North Pacific minke whale (Balaenoptera acutorostrata) boing calls are commonly detected in Hawaiian waters from fall to spring, but the animals that produce them have rarely been sighted and little is known about their behavior in this area. The minke whale boing call was first detailed by Wenz (1964) using recordings from submarines operating off the coast of San Diego, California and in Hawaiian waters and also from two bottom-mounted hydrophones off the coast of Kāneʻohe, Hawaiʻi. Although it was suspected that the boing was produced by a whale species (Thompson and Friedl, 1982), it took about 40 years until the source of the boing was determined to be from a minke whale (Rankin and Barlow, 2005). Minke whales are difficult to detect visually, so passive acoustic monitoring (PAM) is an important methodology for learning about the behavior and life history of this species.

Thompson and Friedl (1982) recorded boing sounds from two bottom-mounted hydrophones off the coast of Oʻahu. They observed two calling states with distinct inter-call intervals (ICIs). They proposed that the whales produced calls with ICIs of approximately 30 s when in acoustic contact with another calling whale, and 6 min when not in acoustic contact with another calling whale, but this study was limited by a low sample size and the inability to localize calls and measure distances between individuals (Thompson and Friedl, 1982). The significance of the boing call is currently unknown. However, since humpback whales (Megaptera novaeangliae) in Hawaiian waters use song for breeding purposes (Tyack, 1981) and have a similar seasonal and spatial overlap with minke whales, past researchers have suggested that the minke whale boing is also a mating call (Oswald et al., 2011; Martin et al., 2015), but this hypothesis is yet to be tested. Learning more about the calling rate of whales in different contexts can help us better understand the function of calls in whale behavior.
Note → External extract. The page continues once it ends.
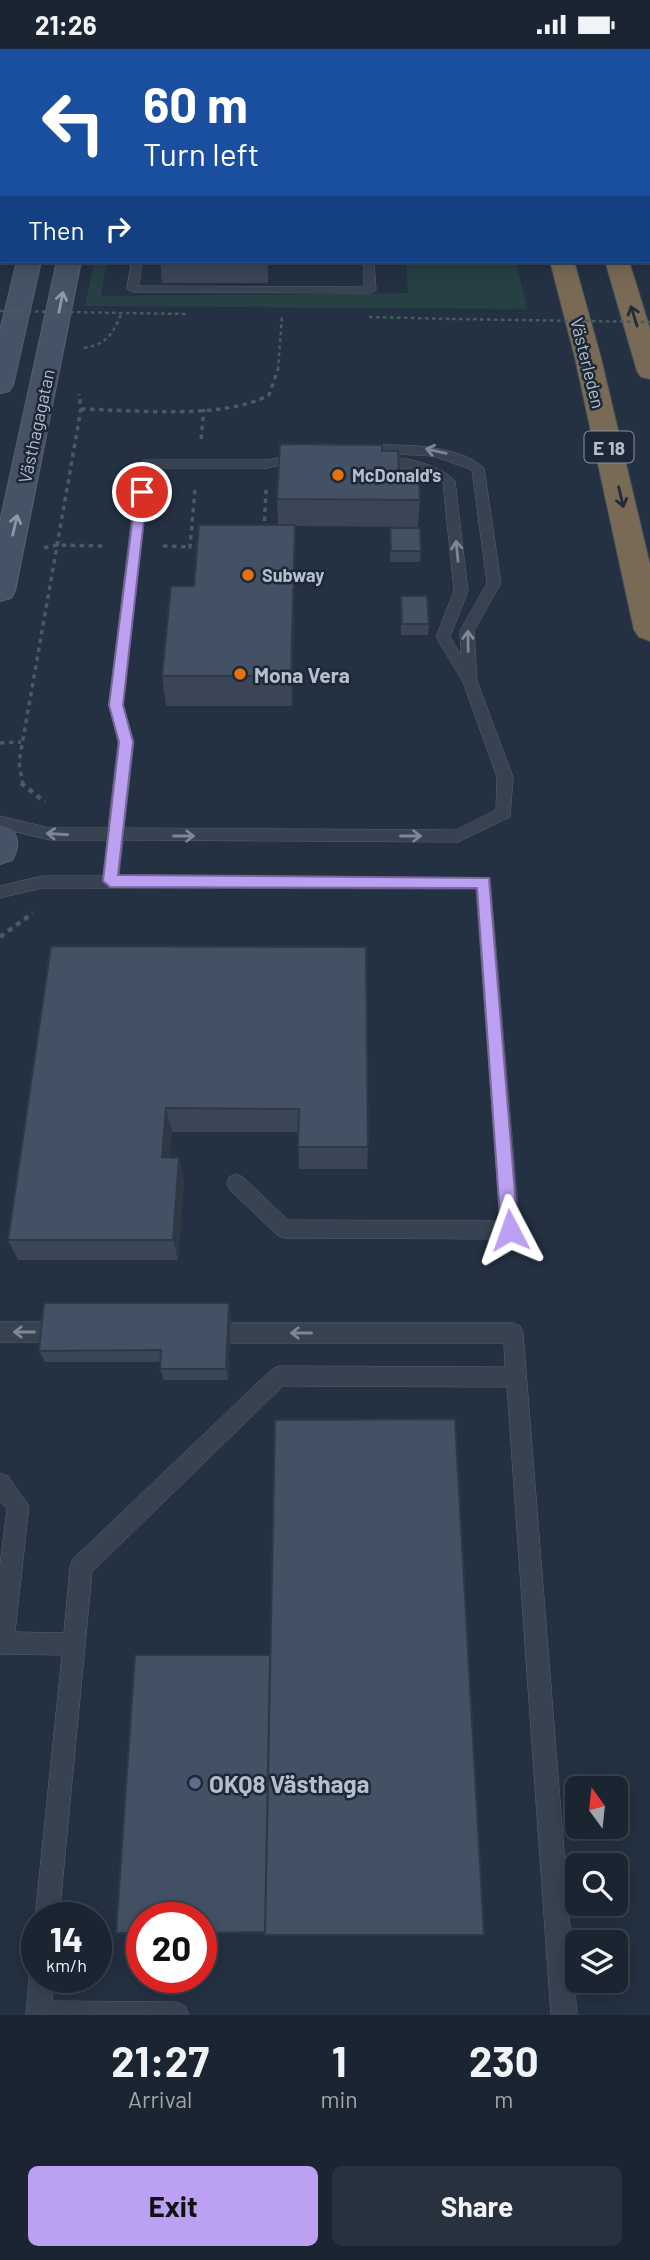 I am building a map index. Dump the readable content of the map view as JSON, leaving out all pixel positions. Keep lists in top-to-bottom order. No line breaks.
{"streets":{"highway":["Västerleden","E 18"],"main road":["Västhagagatan"]},"one_way":["Västerleden"],"places":["McDonald's","Subway","Mona Vera","OKQ8 Västhaga"],"north":"top","page":{"status":"21:26","turn":["60 m","Turn left"],"then":"Then","speed":"14 km/h","limit":"20","eta":["21:27","Arrival","1","min","230","m"],"buttons":["Exit","Share"]}}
The central North Pacific boing call produced by minke whales in Hawaiian waters (as opposed to the eastern North Pacific boing call, which has a slightly different pulse repetition rate and call duration) has an onset transient component followed by a long call (mean duration of 2.6 sec) with both frequency and amplitude modulation (Rankin and Barlow, 2005). The 1,350 to 1,440 Hz band contains the majority of energy from the boing call with 115 Hz pulse repetition rate harmonic bands (Wenz, 1964; Rankin and Barlow, 2005; Martin et al., 2015). The peak frequency in this band has been termed the dominant signal component (DSC) (Martin, 2009), and has been identified as a feature to attribute calls to individual whales in some situations (Martin et al., 2013).
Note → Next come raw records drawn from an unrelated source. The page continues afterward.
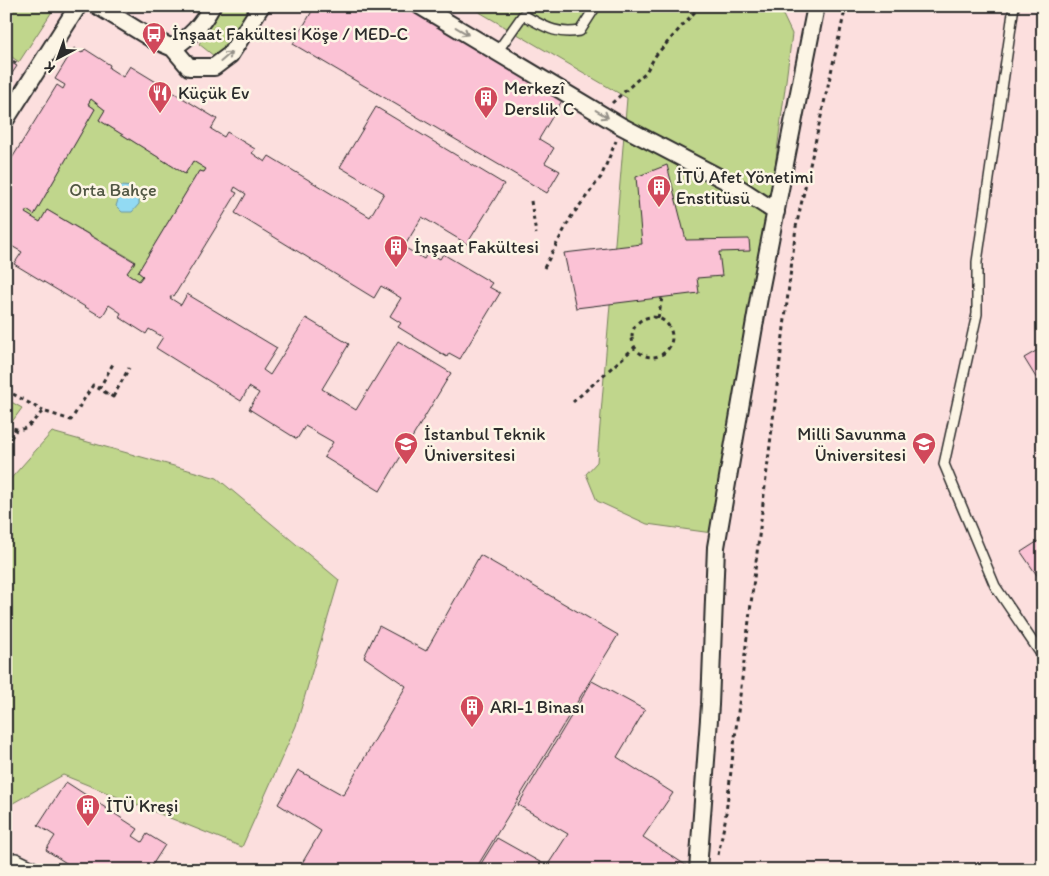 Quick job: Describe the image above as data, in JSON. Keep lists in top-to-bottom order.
{
  "parks": ["Orta Bahçe"],
  "places": {
    "bus stop": ["İnşaat Fakültesi Köşe / MED-C"],
    "restaurant": ["Küçük Ev"],
    "building": [
      "Merkezî Derslik C",
      "İTÜ Afet Yönetimi Enstitüsü",
      "İnşaat Fakültesi",
      "ARI-1 Binası",
      "İTÜ Kreşi"
    ],
    "school or university": ["İstanbul Teknik Üniversitesi", "Milli Savunma Üniversitesi"]
  },
  "north": "bottom left"
}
The life history of minke whales that spend time in Hawaiian waters is unknown, but acoustic detections and visual sightings in other areas can give clues about their migratory patterns. In the Chukchi Sea, Delarue et al. (2012) detected a small number of central North Pacific boings in the early fall (n=44), and boings resembling the eastern North Pacific type in the late summer and fall (n=10). In the North Pacific, pulse trains and downsweep calls have been documented in the presence of minke whales during the summer in Cormorant Channel, British Columbia, Canada which is likely a feeding area (Nikolich and Towers, 2020). Minke whales sighted off Vancouver Island and central British Columbia often have scars characteristic of cookiecutter sharks (Isistius brasiliensis) which are only in tropical and subtropical waters (Towers et al., 2013). Based on these observations and acoustic detections, the minke whales detected in Hawaiian waters probably migrate north to arctic or subarctic waters to feed, similar to the migration patterns of other large baleen whales.

In addition to helping us understand whale behavior, calling rate, or cue rate, is a necessary variable for PAM cue-rate-based density estimation (Marques et al., 2009). Visual surveys are currently the primary method to estimate marine mammal abundance, but minke whales are difficult to see due to their small size, minimal surface cues, and tendency to be alone, and so it is very challenging to estimate their abundance precisely (Zerbini et al., 2006). In addition, the visual ship-based surveys for marine mammals in Hawaiian waters are usually conducted during summer and fall, and since minke whales are rarely visually or acoustically detected during this time, no total abundance estimate exists for minke whales in this region (Carretta et al., 2014). Quantifying the minke whale cue rate and the variables that influence it may make it possible to estimate the abundance of minke whales using PAM for applications when tracking individuals is not possible.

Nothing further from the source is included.